Mac Ramsay
- Full name: Kenelm Mackenzie Ramsay
- Date of birth: 27 August 1914
- Place of birth: Quirindi, NSW, Australia
- Date of death: 1 July 1942 (aged 27)
- Place of death: at sea, Philippines
- School: Tamworth High School
- Occupation(s): Salesman

Rugby union career
- Position(s): Forward

International career
- Years: Team / Apps / (Points)
- 1936–38: Australia / 4 / (6)

= Mac Ramsay =

Kenelm Mackenzie "Mac" Ramsay (27 August 1914 — 1 July 1942) was an Australian rugby union international.

Ramsay was born in Quirindi and educated at Tamworth High School.

==Rugby career==
A versatile forward, Ramsay debuted for Drummoyne in 1935 and made the New South Wales state side in his first season in the top grade, then moved on to Randwick the following year, where he played in two premierships.

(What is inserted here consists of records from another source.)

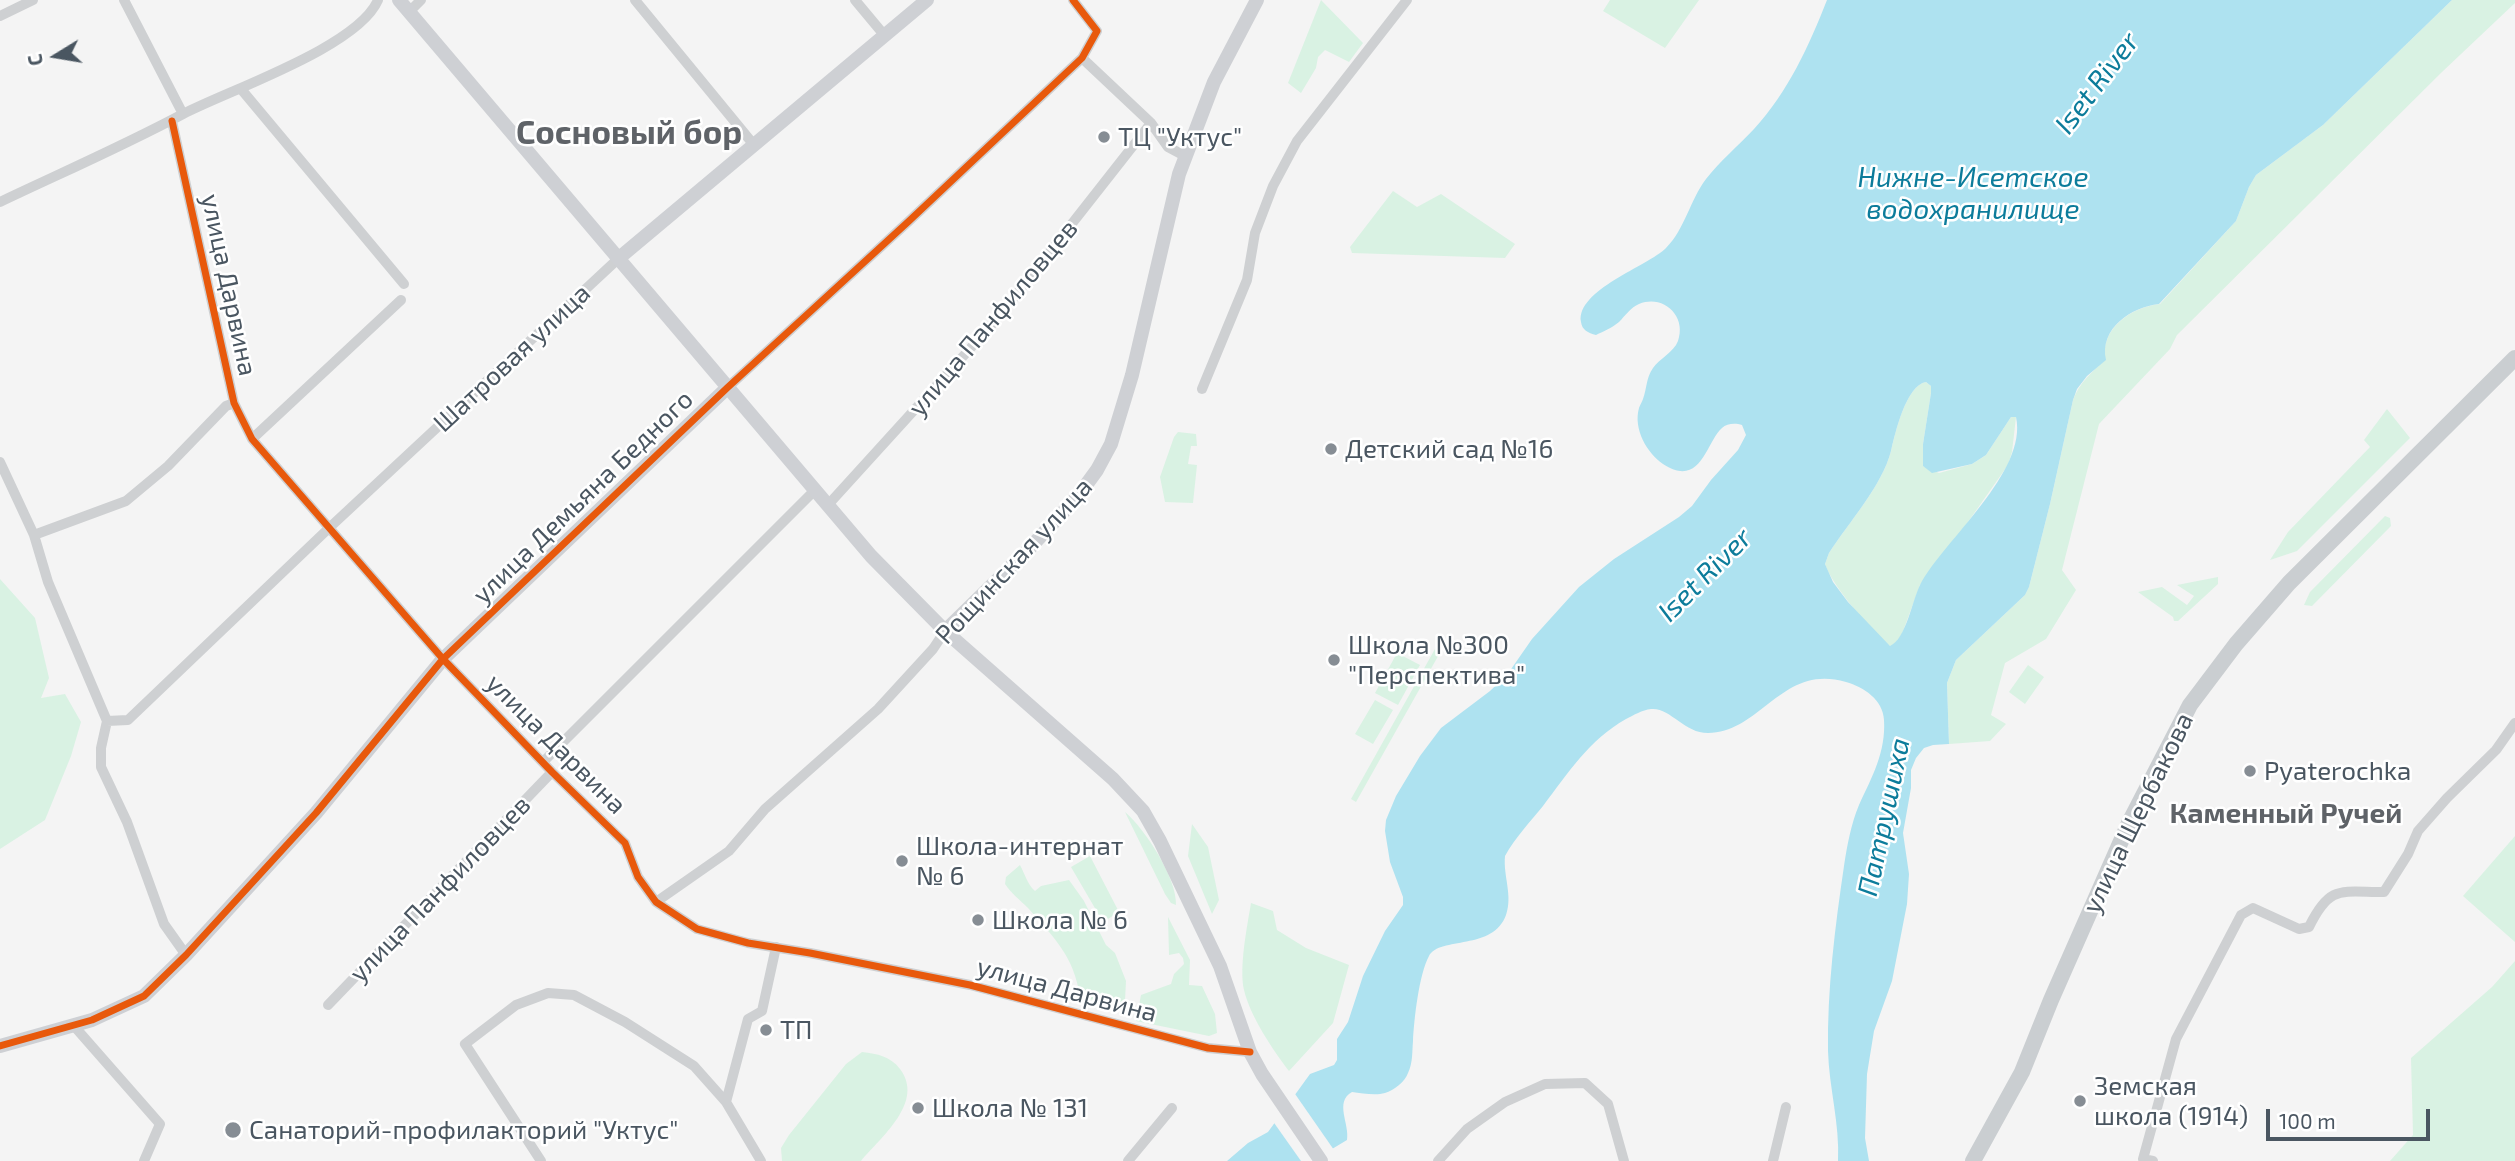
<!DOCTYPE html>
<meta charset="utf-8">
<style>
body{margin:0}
#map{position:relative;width:2515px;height:1161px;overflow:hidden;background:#f4f4f4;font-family:"Exo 2",sans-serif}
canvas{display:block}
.north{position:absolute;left:21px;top:21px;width:70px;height:70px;-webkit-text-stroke:5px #fff;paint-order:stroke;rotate:259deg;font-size:19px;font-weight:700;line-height:28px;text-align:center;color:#4a5661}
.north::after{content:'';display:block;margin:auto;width:24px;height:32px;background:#4a5661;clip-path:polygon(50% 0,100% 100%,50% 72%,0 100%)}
.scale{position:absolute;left:2266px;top:1109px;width:164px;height:32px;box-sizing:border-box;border:4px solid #4a5661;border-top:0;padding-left:9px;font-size:21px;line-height:24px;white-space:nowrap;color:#4a5661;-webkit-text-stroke:5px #fff;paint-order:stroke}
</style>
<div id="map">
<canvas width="2515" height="1161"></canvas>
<div class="north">С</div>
<div class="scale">100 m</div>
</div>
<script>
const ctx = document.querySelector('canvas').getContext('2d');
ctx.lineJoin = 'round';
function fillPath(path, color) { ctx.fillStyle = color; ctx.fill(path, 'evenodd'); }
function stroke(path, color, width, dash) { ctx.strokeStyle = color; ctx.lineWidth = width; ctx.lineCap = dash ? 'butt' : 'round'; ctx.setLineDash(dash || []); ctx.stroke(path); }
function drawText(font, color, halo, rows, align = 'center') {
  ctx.font = font + ' "Exo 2",sans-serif'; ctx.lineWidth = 5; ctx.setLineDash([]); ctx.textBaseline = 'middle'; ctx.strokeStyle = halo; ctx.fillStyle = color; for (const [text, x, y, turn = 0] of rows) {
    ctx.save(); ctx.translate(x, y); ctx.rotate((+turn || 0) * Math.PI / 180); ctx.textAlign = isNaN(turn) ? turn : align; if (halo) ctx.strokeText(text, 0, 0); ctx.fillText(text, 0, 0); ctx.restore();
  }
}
fillPath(new Path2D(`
 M 1321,0 L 1363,43 L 1349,62 L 1325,50 L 1318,57 L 1316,68 L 1301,93 L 1288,83 Z
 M 1610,0 L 1699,0 L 1665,48 L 1603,11 Z
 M 2452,0 L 2515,0 L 2515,3 L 2442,72 L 2177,335 L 2170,349 L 2099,424 L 2062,570 L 2076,590 L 2046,639 L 2005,663 L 1991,715 L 2006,724 L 1990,741 L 1949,744 L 1947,683 L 1956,660 L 2025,595 L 2029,587 L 2050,504 L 2073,400 C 2080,382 2092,372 2105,360 C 2100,328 2132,307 2160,304 L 2236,221 L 2249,187 L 2256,175 L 2323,125 Z
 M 1393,191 L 1417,207 L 1441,194 L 1515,244 L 1505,258 L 1352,253 L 1350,247 Z
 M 1926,382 L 1931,386 L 1931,393 L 1923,444 L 1923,466 L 1939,473 L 1972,464 L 1986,455 L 2011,417 L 2016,417 L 2012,452 L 2008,465 L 1956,539 L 1920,585 L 1902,634 L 1894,645 L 1890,646 C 1873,634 1831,584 1825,564 L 1829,553 C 1849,522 1882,486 1891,451 C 1895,434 1906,385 1926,382 Z
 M 2387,409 L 2410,438 L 2297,551 L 2270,560 L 2288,532 L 2370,447 L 2364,440 Z
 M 1178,432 L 1196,434 L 1197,446 L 1191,446 L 1188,464 L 1197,465 L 1193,503 L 1165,502 L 1160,477 L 1174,437 Z
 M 2385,516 L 2390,518 L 2391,526 L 2312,606 L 2304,605 L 2310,592 Z
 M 2218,577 L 2218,584 L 2178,621 L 2174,621 L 2173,617 L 2138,592 L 2162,587 L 2187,605 L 2194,596 L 2177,585 Z
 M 0,579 L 35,618 L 49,678 L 41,698 L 65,694 L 81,722 L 71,756 L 45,820 L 0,849 Z
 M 1440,640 L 1446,642 L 1356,802 L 1351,799 Z
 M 1397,653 L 1420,665 L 1398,705 L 1375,693 Z
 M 2028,665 L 2044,677 L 2025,704 L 2009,692 Z
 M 1375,700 L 1393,710 L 1373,744 L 1355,734 Z
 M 1125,812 C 1145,829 1177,878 1176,905 L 1171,903 L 1165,894 Z
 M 1192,824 L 1208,847 L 1219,900 L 1212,914 L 1188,856 Z
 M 2515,836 L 2515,942 L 2463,896 Z
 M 1090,856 L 1119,912 L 1103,922 L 1071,867 Z
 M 1020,865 C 1025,874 1027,884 1035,891 L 1041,886 L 1069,880 L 1084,901 L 1106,945 L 1115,953 L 1126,981 L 1125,1001 L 1116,1005 L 1080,997 C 1074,955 1053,937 1028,908 C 1020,900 1011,893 1005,884 L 1006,877 Z
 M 1251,903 L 1273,911 L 1277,930 L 1306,948 L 1349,965 L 1333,1023 L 1289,1071 C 1273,1050 1250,1016 1244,990 C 1239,967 1247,927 1251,903 Z
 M 1168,917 L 1190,960 L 1189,985 L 1202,986 L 1215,1014 L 1217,1033 L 1209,1036 L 1136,1021 L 1141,995 L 1171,984 L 1174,974 L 1184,964 L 1183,958 L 1179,953 L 1169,955 Z
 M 2515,961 L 2515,1161 L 2390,1161 L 2413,1135 L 2411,1058 L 2492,987 Z
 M 862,1052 C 878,1054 890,1056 900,1069 C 925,1102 881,1137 861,1161 L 782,1161 L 781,1148 L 789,1135 L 846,1064 Z`), '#d9f2e3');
fillPath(new Path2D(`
 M 1827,0 L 2452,0 L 2323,125 L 2256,175 L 2249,187 L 2236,221 L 2159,304 C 2132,307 2099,328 2106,360 L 2087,376 L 2077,389 L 2073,400 L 2050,504 L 2029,587 L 2025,595 L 1956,660 L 1947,683 L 1949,744 L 1933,745 L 1924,748 L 1916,758 L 1911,770 L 1911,788 L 1903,833 L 1909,874 L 1907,904 L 1892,981 L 1874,1031 L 1867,1074 L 1865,1138 L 1869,1161 L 1838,1161 C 1840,1124 1829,1088 1828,1051 C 1827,990 1835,927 1844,866 C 1847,846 1851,824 1859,805 C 1872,777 1886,752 1884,720 C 1883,700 1864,687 1846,682 C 1782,663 1762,732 1708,733 C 1684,733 1670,707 1651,709 C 1642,710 1634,715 1626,719 C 1589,740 1568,773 1543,806 C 1530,822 1515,838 1505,856 C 1503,876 1513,895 1506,915 C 1493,951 1440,936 1429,956 C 1419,974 1414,1020 1413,1041 C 1412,1052 1413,1062 1408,1073 C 1405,1082 1394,1090 1385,1093 C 1375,1096 1362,1093 1352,1092 C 1334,1102 1350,1124 1347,1140 L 1312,1161 L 1227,1161 L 1248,1143 L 1268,1132 L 1310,1074 L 1334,1065 L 1337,1060 L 1337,1039 L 1348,1022 L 1363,976 L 1385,931 L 1403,905 L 1403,897 L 1390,862 L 1385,831 L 1386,820 L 1396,796 L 1420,756 L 1441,728 L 1490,691 L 1507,675 L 1532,639 L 1579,587 L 1614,559 L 1679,517 L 1692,506 L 1711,480 L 1738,450 L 1746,435 L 1742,425 C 1736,423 1727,423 1722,428 C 1706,442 1701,489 1663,464 C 1647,453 1633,429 1639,408 C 1640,405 1642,402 1643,399 C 1647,388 1646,378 1653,368 C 1659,359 1674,352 1678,341 C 1687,316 1663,294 1639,304 C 1631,307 1625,316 1619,322 C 1612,328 1604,331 1596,335 C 1588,333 1582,330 1581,322 C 1576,290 1648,266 1666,248 C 1685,229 1690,200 1706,179 C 1720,161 1738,146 1754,129 C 1788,92 1809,46 1827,0 ZM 1926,382 L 1931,386 L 1931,393 L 1923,444 L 1923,466 L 1932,473 L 1972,464 L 1986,455 L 2011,417 L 2016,417 C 2028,472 1944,540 1920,585 C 1912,601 1906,639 1890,646 L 1848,602 L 1833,582 L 1825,564 L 1829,553 C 1849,522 1882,486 1891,451 C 1895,434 1906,385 1926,382 Z`), '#aee2f0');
fillPath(new Path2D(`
 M 1293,1091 L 1334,1150 L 1318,1161 L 1301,1161 L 1272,1120 Z`), '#f4f4f4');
stroke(new Path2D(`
 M 124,0 L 183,114
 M 635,0 L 754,145
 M 855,0 L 885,36
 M 410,11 L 421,0
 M 0,16 L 33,0
 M 1082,58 L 1151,123 L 1168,147 L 1185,156
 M 241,89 L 404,284
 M 172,121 L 234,403 L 252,439 L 443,659 L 552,772 L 625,843 L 638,877 L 656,902 L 697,929 L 748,943 L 810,953 L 970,985 L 1208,1048 L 1250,1052
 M 0,202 C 61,173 123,146 183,114 C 229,90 358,47 378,0
 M 727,388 L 909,221 L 1082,58 L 1097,31 L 1073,0
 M 1202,389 L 1247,280 L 1255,233 L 1273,186 L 1297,141 L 1407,0
 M 252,439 L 401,300
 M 0,462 L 34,535 L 48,582 L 107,721 L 101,748 L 101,767 L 127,822 L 164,924 L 186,955
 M 827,506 L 997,319 L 1151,123
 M 34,535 L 126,501 L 168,466 L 226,406 L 234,403
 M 107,721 L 128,720 L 328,529 L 619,258
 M 543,762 L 814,491
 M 656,902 L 729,851 L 765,809 L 878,709 L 933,649 L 945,631
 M 328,1005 L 552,772
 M 74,1026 L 160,1124 L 144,1161
 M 726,1102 L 748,1019 L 762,1011 L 776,947
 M 541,1161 L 465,1044 L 516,1005 L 548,993 L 574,995 L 625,1022 L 694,1066 L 726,1102 L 761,1161
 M 1128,1161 L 1172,1108
 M 1438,1161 L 1467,1129 L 1505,1102 L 1545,1084 L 1585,1083 L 1608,1104 L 1624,1161
 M 1773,1161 L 1786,1107
 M 2153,1161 L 2143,1159 L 2176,1039 L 2241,915 L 2253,908 L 2299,929 L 2309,927 C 2330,884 2341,892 2384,892 L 2408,854 L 2418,831 L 2447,798 L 2496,750 L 2515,723`), '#ced0d2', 10);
stroke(new Path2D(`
 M 399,0 L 871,556 L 945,631 L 1113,779 L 1143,811 L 1160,841 L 1220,966 L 1250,1052 L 1262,1074 L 1321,1161
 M 619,258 L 927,0
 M 945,631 L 1027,551 L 1078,496 L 1097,470 L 1111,444 L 1132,375 L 1179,174 L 1214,82 L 1257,0
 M 0,1046 L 92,1020 L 144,996 L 186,955 L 316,813 L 443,659 L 727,388`), '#ced0d4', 14);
stroke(new Path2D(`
 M 1973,1161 L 2022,1072 L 2051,1000 L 2129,823 L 2190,705 L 2236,644 L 2289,583 L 2515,358`), '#caced1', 16);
stroke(new Path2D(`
 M 172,121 L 234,403 L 252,439 L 443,659 L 552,772 L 625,843 L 638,877 L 656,902 L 697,929 L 748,943 L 810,953 L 970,985 L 1208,1048 L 1250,1052
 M 0,1046 L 92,1020 L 144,996 L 186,955 L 316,813 L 443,659 L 727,388 L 909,221 L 1082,58 L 1097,31 L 1073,0`), '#e8590c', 7);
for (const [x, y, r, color] of [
 [1104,137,7,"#868d94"],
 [1331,449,7,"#868d94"],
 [1334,660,7,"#868d94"],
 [2250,771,7,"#868d94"],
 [902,861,7,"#868d94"],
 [978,920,7,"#868d94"],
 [766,1030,7,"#868d94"],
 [2080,1101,7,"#868d94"],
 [918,1108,7,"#868d94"],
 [233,1130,9,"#868d94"]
]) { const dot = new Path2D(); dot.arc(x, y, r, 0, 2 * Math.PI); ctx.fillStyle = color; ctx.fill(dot); stroke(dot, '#fff', 2.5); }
drawText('26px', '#4a5661', '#fff', [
 ["ТЦ \"Уктус\"",1118,137],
 ["Детский сад №16",1345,449],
 ["Школа №300",1348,645],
 ["\"Перспектива\"",1348,675],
 ["Pyaterochka",2264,771],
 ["Школа-интернат",916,846],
 ["№ 6",916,876],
 ["Школа № 6",992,920],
 ["ТП",780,1030],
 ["Земская",2094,1086],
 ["школа (1914)",2094,1116],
 ["Школа № 131",932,1108],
 ["Санаторий-профилакторий \"Уктус\"",249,1130]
], 'left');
drawText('26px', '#4a5661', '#fff', [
 ["улица Дарвина",229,285,78],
 ["улица Панфиловцев",993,318,-50],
 ["Шатровая улица",512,358,-43],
 ["улица Демьяна Бедного",583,497,-44],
 ["Рощинская улица",1014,561,-47],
 ["улица Дарвина",556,744,45],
 ["улица Щербакова",2138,813,-64],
 ["улица Панфиловцев",440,889,-46],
 ["улица Дарвина",1067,990,15]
]);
drawText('italic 28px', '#0c7c9b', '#fff', [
 ["Iset River",2097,83,-53],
 ["Нижне-Исетское",1973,178],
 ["водохранилище",1973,210],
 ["Iset River",1705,575,-45],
 ["Патрушиха",1884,817,-78]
]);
drawText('bold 28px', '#5f6368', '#fff', [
 ["Каменный Ручей",2286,814]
]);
drawText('bold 33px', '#5f6368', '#fff', [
 ["Сосновый бор",629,133]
]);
</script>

Ramsay gained a total of four caps for the Wallabies from 1936 to 1938 and was on the 1939–40 tour of Britain and Ireland which was abandoned due to the war, two days after the team arrived in England.

==World War II==
Ramsay, enlisting in 1940, served as a Corporal in the 1st Independent Company and was posted to New Ireland. The island was captured by the Japanese in 1942 and soldiers in Ramsay's unit were ordered to retreat. He made it to a ship but was captured by a Japanese destroyer. After being interned at Rabaul, Ramsay was put on the Montevideo Maru which was transporting Australian prisoners of war to Hainan. It was torpedoed en route by the USS Sturgeon, unaware that prisoners were on board. Over 1000 people, including Ramsay, were killed in the sinking of the ship.